- Location: Lakeland, Polk County, Florida
- Coordinates: 28°2′22″N 81°55′37″W﻿ / ﻿28.03944°N 81.92694°W
- Basin countries: United States
- Surface area: 249 acres (1.01 km^{2})
- Average depth: 3 ft (0.91 m)
- Max. depth: 11 ft (3.4 m)
- Water volume: 389,902,099 US gal (1.476×10^^{6} m^{3}; 1,197 acre⋅ft)

= Bonny Lake (Florida) =

Lake in the state of Florida, United States

Lake Bonny, (sometimes spelled Lake Bonnie) is a lake in Polk County, Florida, in the United States. It has a surface area of 249 acre, a mean depth of 3 ft and a maximum depth of 11 ft. The lake is a part of the Peace River - Saddle Creek Watershed.

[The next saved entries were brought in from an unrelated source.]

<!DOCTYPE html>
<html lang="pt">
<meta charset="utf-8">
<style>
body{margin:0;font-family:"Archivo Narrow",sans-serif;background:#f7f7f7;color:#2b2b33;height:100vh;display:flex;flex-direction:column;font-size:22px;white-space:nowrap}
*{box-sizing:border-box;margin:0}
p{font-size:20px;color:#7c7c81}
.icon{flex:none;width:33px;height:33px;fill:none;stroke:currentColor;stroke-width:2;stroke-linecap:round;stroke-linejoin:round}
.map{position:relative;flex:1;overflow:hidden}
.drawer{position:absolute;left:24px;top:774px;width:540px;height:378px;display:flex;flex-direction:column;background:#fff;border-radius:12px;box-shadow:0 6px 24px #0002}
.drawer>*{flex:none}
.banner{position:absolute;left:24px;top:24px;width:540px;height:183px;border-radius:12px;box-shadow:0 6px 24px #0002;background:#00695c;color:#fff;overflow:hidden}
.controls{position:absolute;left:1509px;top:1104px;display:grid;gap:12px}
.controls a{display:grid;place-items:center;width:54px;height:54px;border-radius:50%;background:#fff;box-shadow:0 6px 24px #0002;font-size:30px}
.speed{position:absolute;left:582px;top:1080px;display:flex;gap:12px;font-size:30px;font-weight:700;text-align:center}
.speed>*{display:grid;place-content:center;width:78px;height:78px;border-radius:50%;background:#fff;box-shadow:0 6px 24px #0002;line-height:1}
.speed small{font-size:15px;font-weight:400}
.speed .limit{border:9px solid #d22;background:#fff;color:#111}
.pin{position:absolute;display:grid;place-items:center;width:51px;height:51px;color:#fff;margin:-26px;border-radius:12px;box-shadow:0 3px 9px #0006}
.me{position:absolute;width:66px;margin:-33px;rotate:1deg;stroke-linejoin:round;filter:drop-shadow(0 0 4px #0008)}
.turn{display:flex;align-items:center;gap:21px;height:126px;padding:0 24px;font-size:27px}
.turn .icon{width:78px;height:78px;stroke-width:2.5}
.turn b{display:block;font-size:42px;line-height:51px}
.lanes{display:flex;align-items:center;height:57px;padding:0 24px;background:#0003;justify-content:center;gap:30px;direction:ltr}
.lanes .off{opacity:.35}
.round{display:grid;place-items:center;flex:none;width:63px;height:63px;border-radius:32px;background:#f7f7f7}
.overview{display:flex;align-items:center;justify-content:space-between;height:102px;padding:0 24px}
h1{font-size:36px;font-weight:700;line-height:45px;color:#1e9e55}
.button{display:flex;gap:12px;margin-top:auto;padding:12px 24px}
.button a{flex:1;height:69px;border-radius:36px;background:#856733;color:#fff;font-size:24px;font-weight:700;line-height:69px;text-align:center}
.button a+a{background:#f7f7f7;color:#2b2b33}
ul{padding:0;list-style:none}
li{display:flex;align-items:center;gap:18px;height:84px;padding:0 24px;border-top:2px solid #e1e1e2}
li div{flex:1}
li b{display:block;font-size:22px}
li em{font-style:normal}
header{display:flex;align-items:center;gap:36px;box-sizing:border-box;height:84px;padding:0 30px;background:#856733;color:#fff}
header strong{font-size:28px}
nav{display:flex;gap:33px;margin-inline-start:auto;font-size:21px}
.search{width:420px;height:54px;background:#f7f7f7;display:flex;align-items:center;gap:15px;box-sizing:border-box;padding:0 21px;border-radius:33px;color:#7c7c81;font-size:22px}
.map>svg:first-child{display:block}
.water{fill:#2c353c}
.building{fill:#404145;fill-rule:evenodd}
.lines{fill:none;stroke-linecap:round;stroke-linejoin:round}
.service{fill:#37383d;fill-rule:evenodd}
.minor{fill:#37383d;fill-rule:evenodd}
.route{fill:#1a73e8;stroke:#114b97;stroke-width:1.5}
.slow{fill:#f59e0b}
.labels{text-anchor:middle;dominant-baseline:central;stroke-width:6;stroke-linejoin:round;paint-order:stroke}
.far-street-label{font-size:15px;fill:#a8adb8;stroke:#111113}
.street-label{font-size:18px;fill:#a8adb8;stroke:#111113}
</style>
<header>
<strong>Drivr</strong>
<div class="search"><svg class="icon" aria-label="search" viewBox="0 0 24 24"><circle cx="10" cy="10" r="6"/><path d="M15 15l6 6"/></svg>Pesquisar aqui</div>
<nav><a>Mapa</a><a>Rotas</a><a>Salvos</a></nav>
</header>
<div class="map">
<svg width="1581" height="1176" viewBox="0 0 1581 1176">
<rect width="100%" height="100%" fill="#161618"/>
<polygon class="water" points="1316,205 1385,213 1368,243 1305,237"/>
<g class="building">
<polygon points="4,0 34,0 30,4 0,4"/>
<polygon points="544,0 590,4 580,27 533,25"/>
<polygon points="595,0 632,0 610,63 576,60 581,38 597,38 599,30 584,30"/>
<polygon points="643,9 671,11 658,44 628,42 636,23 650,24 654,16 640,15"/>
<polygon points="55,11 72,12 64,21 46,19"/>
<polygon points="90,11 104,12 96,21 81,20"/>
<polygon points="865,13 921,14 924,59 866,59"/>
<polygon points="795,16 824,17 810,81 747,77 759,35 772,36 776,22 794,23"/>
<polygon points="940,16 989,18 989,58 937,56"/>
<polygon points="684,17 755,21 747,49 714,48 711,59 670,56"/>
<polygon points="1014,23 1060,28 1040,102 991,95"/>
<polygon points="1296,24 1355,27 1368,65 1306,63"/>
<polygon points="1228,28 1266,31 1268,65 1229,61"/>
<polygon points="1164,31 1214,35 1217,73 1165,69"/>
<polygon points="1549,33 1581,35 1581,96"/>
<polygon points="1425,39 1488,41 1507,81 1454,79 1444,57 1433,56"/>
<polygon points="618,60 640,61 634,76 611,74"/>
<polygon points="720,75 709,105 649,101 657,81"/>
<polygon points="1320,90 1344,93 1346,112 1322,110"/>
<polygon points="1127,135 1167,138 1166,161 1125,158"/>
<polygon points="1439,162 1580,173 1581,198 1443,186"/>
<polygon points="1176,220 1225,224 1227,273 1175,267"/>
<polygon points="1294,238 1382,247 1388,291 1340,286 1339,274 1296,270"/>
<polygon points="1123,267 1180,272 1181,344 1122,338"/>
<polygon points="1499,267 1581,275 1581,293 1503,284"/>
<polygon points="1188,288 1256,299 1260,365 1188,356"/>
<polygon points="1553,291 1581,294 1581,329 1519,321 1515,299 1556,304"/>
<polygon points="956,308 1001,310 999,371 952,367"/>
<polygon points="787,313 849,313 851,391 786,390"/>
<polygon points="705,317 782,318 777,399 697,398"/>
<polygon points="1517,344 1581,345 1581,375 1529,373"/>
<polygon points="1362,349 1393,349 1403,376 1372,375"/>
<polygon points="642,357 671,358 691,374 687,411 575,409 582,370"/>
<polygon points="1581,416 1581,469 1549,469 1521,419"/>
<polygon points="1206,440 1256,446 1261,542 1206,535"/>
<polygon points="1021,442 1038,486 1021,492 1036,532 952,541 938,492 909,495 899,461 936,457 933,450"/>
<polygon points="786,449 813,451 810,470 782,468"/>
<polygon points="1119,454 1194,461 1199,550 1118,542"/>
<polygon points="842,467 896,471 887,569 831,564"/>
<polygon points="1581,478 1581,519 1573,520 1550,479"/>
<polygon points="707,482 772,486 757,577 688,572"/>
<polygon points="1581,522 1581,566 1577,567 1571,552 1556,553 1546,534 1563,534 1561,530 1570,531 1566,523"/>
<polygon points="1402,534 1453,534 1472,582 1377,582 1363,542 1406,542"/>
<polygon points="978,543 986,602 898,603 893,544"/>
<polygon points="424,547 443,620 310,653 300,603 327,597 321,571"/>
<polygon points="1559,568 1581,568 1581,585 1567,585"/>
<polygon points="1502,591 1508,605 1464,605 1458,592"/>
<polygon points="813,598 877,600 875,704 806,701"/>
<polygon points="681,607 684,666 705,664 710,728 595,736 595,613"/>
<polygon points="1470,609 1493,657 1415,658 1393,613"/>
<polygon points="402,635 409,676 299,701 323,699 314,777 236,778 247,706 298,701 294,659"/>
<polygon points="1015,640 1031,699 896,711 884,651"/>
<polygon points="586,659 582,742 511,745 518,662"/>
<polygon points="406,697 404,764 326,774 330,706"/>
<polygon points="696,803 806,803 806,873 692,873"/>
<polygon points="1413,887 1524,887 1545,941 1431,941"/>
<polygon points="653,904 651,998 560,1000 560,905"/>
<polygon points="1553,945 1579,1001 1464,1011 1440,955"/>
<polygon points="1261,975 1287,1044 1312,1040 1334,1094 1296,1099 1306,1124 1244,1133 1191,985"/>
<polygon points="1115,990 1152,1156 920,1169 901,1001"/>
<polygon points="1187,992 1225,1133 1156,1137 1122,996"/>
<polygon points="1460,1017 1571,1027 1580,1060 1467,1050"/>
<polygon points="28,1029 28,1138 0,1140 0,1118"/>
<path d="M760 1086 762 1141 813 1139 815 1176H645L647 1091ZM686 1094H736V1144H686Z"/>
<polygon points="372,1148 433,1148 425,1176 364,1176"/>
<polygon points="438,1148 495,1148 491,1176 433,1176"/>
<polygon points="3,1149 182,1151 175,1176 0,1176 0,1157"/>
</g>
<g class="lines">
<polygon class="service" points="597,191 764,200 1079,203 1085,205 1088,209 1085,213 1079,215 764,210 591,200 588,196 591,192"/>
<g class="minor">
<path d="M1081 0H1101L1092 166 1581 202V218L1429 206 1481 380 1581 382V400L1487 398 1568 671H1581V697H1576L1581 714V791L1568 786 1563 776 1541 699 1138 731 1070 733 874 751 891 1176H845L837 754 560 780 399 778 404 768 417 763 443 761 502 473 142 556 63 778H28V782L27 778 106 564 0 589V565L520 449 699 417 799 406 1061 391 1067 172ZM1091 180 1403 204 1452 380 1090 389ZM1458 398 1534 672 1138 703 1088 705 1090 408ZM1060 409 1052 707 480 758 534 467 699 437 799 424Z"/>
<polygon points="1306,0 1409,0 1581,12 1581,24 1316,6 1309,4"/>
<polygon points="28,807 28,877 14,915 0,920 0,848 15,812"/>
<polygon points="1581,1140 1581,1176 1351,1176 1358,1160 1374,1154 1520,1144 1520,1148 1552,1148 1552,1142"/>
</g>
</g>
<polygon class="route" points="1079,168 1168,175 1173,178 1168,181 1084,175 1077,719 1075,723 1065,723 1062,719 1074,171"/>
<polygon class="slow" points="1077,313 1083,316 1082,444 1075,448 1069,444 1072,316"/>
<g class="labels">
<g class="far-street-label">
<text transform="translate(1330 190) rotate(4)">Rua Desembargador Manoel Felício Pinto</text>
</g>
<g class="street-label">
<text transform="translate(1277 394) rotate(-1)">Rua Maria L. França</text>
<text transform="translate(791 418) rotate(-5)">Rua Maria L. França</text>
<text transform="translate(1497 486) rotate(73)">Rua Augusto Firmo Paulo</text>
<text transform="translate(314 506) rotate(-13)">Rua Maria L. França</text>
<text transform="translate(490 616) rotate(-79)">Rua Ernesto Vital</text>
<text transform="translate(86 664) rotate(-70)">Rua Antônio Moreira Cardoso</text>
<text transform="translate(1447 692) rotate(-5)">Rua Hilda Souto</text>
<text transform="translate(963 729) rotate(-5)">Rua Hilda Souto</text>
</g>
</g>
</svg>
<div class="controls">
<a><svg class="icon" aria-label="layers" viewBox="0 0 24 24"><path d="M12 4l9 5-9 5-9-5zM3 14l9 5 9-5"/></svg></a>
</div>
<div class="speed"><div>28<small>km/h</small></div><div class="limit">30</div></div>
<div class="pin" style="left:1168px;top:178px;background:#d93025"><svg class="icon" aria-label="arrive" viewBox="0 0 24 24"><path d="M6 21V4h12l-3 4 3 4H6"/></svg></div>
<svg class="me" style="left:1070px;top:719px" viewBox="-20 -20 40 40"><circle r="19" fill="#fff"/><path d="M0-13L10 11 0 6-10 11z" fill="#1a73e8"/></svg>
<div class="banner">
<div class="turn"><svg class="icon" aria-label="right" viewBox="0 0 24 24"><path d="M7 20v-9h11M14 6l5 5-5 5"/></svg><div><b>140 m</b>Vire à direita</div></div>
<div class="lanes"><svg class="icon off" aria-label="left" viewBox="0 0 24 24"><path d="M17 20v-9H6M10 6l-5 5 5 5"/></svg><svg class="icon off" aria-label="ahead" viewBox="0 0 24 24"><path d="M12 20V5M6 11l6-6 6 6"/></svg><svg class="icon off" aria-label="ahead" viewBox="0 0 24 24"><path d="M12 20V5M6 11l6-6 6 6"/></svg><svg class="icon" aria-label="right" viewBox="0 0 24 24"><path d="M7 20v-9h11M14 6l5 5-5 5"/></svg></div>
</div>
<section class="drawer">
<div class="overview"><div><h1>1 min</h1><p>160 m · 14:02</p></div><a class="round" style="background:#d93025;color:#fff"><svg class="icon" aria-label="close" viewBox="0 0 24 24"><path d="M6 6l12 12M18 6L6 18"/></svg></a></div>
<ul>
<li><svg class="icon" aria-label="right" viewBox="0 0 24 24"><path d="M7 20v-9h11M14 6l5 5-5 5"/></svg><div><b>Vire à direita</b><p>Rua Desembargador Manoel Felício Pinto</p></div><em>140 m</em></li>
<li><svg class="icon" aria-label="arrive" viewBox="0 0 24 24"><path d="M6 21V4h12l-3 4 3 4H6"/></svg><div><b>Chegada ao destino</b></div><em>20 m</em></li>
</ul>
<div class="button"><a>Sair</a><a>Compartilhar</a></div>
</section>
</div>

Some believe the Bonny Lake derives its name from the bony fish caught in the lake, while others say the lake's name honors a local pioneer with the name Boney. The lake borders the 113 acre Lake Bonny Park, Bonny Shores Mobile Home Park, Southeastern University and the Lake-to-Lake Trail. In 2013, the city of Lakeland opened Lakeland Skatepark, a $1.3 million state-of-the-art skate facility at Lake Bonny Park, which has been used in photo shoots by Nike and other national advertisers. The skate park won the "Build It" award from the American Planning Association's Florida chapter.

==Little Lake Bonny==
The lake is usually conjoined with Little Lake Bonny on its southeastern corner, except in periods of drought.